Entretien accordé par Jean-Louis Nadal au journal Le Parisien-Aujourd’hui en France

Propos recueillis par Odile Plichon | 19 Avril 2014

Présidée par Jean-Louis Nadal, ex-procureur général près de la Cour de cassation, la Haute Autorité pour la transparence de la vie publique a indiqué, hier, qu’elle étudiait le dossier d’Aquilino Morelle.

LE PARISIEN. Créée après l’affaire Cahuzac, la Haute Autorité que vous dirigez commence à faire parler d’elle comme on le voit, notamment, avec Aquilino Morelle…

JEAN-LOUIS NADAL. Je crois en effet que nous démontrons, moins de quatre mois après notre création, que nous sommes opérationnels et que nous prenons notre mission très au sérieux, aussi bien pour ce qui concerne les questions de déontologie que pour celles de contrôle du patrimoine et de prévention des conflits d’intérêts. Cela, en toute indépendance.

Il y a peu, c’est l’ex-secrétaire d’Etat à la Francophonie Yamina Benguigui que vous suspectiez de ne pas avoir déclaré son patrimoine de façon transparente…

Aujourd’hui, c’est au parquet de Paris, à qui nous avons transmis ce dossier, de décider des suites à donner à notre signalement. Il a d’ailleurs immédiatement confié l’enquête préliminaire au nouvel Office central de lutte contre la délinquance financière et fiscale. Nous serons attentifs aux décisions de la justice.

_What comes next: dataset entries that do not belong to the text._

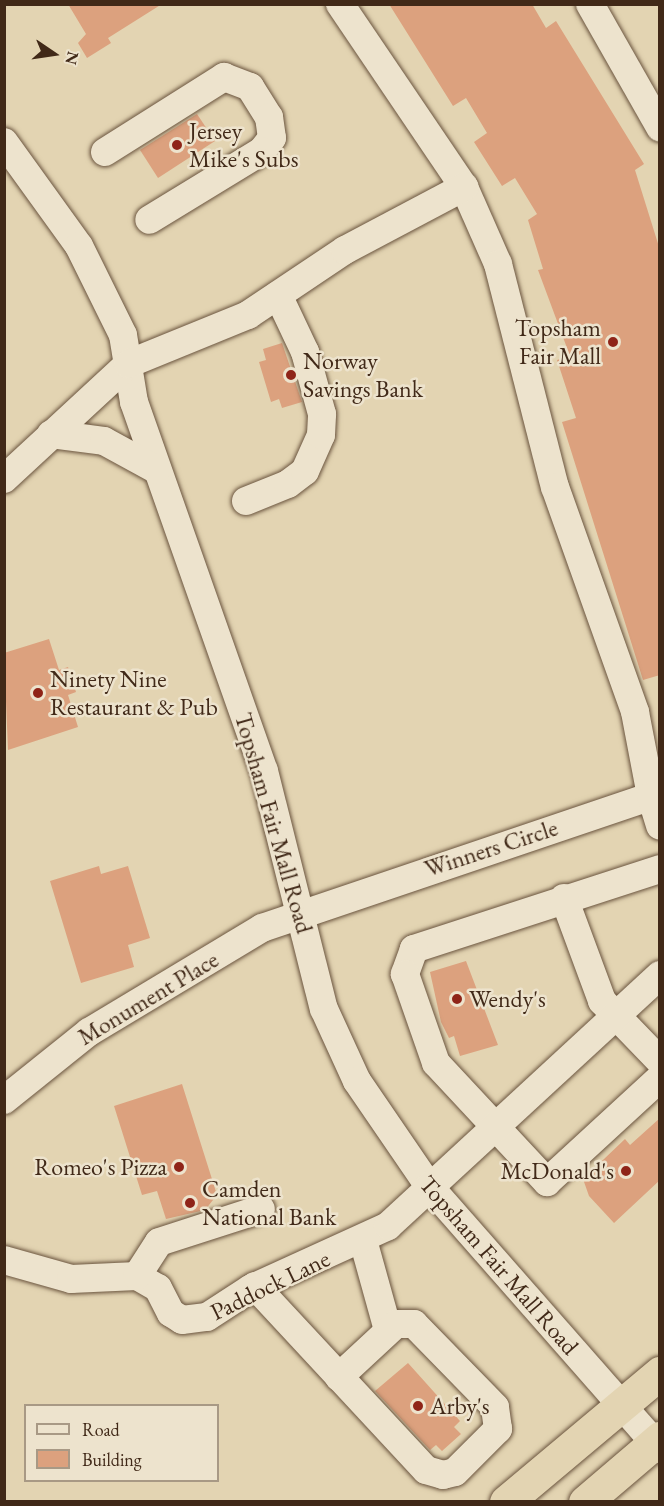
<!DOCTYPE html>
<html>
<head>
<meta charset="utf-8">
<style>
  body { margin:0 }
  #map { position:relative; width:664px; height:1506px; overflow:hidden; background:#e3d4b2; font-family:"EB Garamond",serif }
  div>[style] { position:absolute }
  .building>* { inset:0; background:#dca17e }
  .roads { filter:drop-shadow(0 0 2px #6a543e) drop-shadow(0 0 2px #6a543e) }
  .minor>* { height:28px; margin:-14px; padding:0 14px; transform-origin:14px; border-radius:14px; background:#ede3cd }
  .highway>* { height:33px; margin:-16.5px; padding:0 16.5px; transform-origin:16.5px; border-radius:16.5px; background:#e3d4b2 }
  .dots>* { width:16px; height:16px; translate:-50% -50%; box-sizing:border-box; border:3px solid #ede3cd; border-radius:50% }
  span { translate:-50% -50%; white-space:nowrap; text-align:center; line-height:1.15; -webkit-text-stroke:5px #ede3cd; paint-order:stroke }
  .poi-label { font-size:24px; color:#412918 }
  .left { translate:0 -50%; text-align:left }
  .right { translate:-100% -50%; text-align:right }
  .street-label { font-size:24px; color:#412918 }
  .frame { position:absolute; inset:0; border:6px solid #412918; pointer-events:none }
  .legend { position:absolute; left:24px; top:1404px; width:195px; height:78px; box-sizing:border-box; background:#ede3cd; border:2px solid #a89985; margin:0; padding:8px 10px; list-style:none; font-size:18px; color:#412918 }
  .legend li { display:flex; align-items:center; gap:12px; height:30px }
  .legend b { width:30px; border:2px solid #a89985 }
  .north { position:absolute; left:24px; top:24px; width:60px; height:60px; -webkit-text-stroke:4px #ede3cd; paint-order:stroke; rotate:103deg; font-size:16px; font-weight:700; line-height:24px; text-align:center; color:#412918 }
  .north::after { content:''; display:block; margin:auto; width:21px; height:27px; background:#412918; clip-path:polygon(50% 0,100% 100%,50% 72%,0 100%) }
</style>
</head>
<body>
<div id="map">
  <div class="building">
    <div style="clip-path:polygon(68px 4px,162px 4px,108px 38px,111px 43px,87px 58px,78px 43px,86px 34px)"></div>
    <div style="clip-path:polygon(389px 4px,532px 4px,546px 28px,556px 21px,644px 164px,635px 170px,660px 250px,660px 675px,643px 680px,562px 422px,576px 418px,557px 360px,570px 356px,538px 270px,543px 269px,528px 220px,537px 214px,515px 178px,502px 186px,474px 142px,487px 133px,466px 98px,453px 106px)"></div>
    <div style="clip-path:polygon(197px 114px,215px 141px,158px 178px,140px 150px)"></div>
    <div style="clip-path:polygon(282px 343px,302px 402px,282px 408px,279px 399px,271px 402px,259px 362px,266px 360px,263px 349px)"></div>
    <div style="clip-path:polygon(49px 639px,59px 670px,68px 667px,76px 692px,68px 695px,78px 727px,8px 750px,4px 653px)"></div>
    <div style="clip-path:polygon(99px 866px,101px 874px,128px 866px,150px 938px,128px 945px,134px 967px,81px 983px,50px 881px)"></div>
    <div style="clip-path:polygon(466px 961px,498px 1045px,460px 1056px,454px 1036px,449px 1038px,441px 1022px,430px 972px)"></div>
    <div style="clip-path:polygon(182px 1084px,217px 1195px,205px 1210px,166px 1219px,157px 1191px,142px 1195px,114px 1106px)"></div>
    <div style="clip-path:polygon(660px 1118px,660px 1180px,614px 1223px,589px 1196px,583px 1179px,625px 1139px,630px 1145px)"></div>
    <div style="clip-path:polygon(408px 1363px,460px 1421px,454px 1427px,461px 1434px,442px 1451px,436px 1445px,430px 1450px,375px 1391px)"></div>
  </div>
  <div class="roads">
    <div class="minor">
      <div style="left:340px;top:4px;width:221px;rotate:55.9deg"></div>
      <div style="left:464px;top:187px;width:84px;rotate:66.2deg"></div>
      <div style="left:498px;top:264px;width:230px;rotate:75.7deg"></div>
      <div style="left:555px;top:487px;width:239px;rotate:70.4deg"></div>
      <div style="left:635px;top:712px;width:86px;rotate:79.2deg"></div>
      <div style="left:651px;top:796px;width:9px;rotate:-18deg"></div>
      <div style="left:590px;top:4px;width:142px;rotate:60.4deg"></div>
      <div style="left:4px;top:142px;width:128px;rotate:54.2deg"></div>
      <div style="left:79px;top:246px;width:99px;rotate:63.7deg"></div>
      <div style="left:123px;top:335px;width:68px;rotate:80.7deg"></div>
      <div style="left:134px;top:402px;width:391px;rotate:70.6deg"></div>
      <div style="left:264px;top:771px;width:245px;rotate:75.9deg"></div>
      <div style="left:324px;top:1009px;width:79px;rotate:65.4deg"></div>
      <div style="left:357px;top:1081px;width:127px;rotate:55.6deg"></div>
      <div style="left:429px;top:1186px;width:350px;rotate:48.7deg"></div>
      <div style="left:105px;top:152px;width:141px;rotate:-32.2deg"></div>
      <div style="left:224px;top:77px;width:28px;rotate:21deg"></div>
      <div style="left:250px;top:87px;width:36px;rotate:58deg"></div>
      <div style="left:269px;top:117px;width:21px;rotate:82deg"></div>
      <div style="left:272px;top:138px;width:16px;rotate:128deg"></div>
      <div style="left:262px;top:151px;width:132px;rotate:148.6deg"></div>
      <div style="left:51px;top:434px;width:53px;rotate:7.5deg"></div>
      <div style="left:104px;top:441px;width:60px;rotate:28.7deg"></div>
      <div style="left:4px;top:479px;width:169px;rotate:-42.8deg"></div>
      <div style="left:128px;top:364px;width:130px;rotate:-22.2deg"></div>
      <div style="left:248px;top:315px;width:117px;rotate:-33.8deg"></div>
      <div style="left:345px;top:250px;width:135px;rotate:-27.9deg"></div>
      <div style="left:246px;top:501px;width:45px;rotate:-22deg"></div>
      <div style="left:288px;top:484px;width:21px;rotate:-37deg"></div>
      <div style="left:305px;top:471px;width:39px;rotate:-66deg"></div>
      <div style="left:321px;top:435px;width:21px;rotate:-87deg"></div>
      <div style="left:322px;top:414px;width:64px;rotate:-105.3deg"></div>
      <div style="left:305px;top:352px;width:63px;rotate:-115.3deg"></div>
      <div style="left:660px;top:869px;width:259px;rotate:162deg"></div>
      <div style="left:414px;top:949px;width:27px;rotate:110deg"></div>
      <div style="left:405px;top:974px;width:94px;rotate:70.8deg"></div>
      <div style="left:436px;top:1063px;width:163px;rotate:47deg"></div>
      <div style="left:547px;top:1182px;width:154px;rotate:-42.6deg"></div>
      <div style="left:564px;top:898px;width:110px;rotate:69.7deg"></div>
      <div style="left:602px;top:1001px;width:83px;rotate:46deg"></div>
      <div style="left:4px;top:1100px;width:109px;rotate:-38.7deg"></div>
      <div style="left:89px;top:1032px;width:202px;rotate:-31deg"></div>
      <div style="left:262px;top:928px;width:411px;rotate:-18.7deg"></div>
      <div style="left:651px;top:796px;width:31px;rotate:73deg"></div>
      <div style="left:363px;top:1240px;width:93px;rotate:74.5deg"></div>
      <div style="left:4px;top:1260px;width:70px;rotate:15.8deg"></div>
      <div style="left:71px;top:1279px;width:66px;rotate:-2.6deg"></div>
      <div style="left:137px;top:1276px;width:24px;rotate:30deg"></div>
      <div style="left:158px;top:1288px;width:28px;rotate:63deg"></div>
      <div style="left:171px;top:1313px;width:13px;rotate:32deg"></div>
      <div style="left:182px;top:1320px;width:25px;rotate:-7deg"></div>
      <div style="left:207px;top:1317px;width:51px;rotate:-33.1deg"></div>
      <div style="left:250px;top:1289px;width:152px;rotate:-24.5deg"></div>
      <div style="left:388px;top:1226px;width:370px;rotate:-42.7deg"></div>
      <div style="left:137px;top:1276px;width:40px;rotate:-57.1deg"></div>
      <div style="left:159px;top:1242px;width:107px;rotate:-17.9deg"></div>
      <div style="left:255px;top:1286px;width:251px;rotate:47.1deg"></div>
      <div style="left:426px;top:1470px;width:18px;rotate:16deg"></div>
      <div style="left:443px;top:1475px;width:12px;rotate:-14deg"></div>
      <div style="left:455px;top:1472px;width:61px;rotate:-45deg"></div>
      <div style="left:498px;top:1429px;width:22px;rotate:-98deg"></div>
      <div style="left:495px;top:1407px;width:116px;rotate:-134.3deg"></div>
      <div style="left:414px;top:1324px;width:18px;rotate:180deg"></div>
      <div style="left:396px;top:1324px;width:78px;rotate:137.1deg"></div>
    </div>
    <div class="highway">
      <div style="left:506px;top:1502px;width:201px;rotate:-40deg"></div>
      <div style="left:585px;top:1502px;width:99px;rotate:-40.5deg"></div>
    </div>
  </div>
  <div class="dots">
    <div style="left:177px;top:145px;background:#8f2418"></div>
    <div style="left:613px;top:342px;background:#8f2418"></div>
    <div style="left:291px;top:375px;background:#8f2418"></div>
    <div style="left:38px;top:693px;background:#8f2418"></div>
    <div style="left:457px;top:999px;background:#8f2418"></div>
    <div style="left:179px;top:1167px;background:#8f2418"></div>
    <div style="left:626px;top:1171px;background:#8f2418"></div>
    <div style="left:190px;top:1203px;background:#8f2418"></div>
    <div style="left:418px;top:1406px;background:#8f2418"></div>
  </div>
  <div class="poi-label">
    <span class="left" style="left:189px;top:145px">Jersey<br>Mike's Subs</span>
    <span class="right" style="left:601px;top:342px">Topsham<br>Fair Mall</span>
    <span class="left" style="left:303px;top:375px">Norway<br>Savings Bank</span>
    <span class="left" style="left:50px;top:693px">Ninety Nine<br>Restaurant &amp; Pub</span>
    <span class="left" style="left:469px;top:999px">Wendy's</span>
    <span class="right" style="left:167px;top:1167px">Romeo's Pizza</span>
    <span class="right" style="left:614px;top:1171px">McDonald's</span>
    <span class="left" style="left:202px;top:1203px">Camden<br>National Bank</span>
    <span class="left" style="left:430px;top:1406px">Arby's</span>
  </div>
  <div class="street-label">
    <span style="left:274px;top:823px;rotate:74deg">Topsham Fair Mall Road</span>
    <span style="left:491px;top:848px;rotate:-18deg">Winners Circle</span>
    <span style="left:148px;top:998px;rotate:-31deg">Monument Place</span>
    <span style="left:499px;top:1265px;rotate:49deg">Topsham Fair Mall Road</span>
    <span style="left:270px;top:1285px;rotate:-26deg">Paddock Lane</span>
  </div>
  <div class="frame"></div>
  <ul class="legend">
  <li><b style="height:8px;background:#ede3cd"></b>Road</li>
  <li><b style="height:16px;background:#dca17e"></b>Building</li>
  </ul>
  <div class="north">N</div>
</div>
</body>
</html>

Certains vous ont accusé d’avoir frappé trop fort…

La décision de transmettre à la justice ne peut être que le résultat d’un processus exemplaire, qui atteste de notre indépendance. Pour ce cas, comme pour ceux à venir, dès lors qu’il existera un « doute sérieux » sur une déclaration de patrimoine, la Haute Autorité confiera le soin à une personne indépendante — un rapporteur — d’étudier le dossier, avant de présenter ses conclusions devant le collège. Ce collège, composé de neuf personnes, réunit des conseillers de la Cour de cassation (culture judiciaire), des conseillers d’Etat (culture administrative), des conseillers de la Cour des comptes (culture financière) et des personnalités qualifiées. Ces membres débattent sur le fond, sans concession.

Que reprochez-vous à Yamina Benguigui ? De ne pas avoir déclaré les parts qu’elle avait dans une société belge* ?

Le collège a estimé que M me Benguigui avait commis, dans ses différentes déclarations de patrimoine et d’intérêts déposées depuis 2008, des omissions suffisamment graves et répétées pour que celles-ci soient signalées au procureur de la République de Paris. En effet, celles-ci sont susceptibles de constituer des infractions pénales. Nous avons également estimé qu’il s’agissait d’un comportement d’autant plus grave pour un membre du gouvernement que la loi a prévu, pour eux comme pour l’ensemble des responsables publics, des obligations particulières en matière de probité et d’intégrité. La Haute Autorité pour la transparence de la vie publique en est le garant. C’est pour cela qu’elle a été créée.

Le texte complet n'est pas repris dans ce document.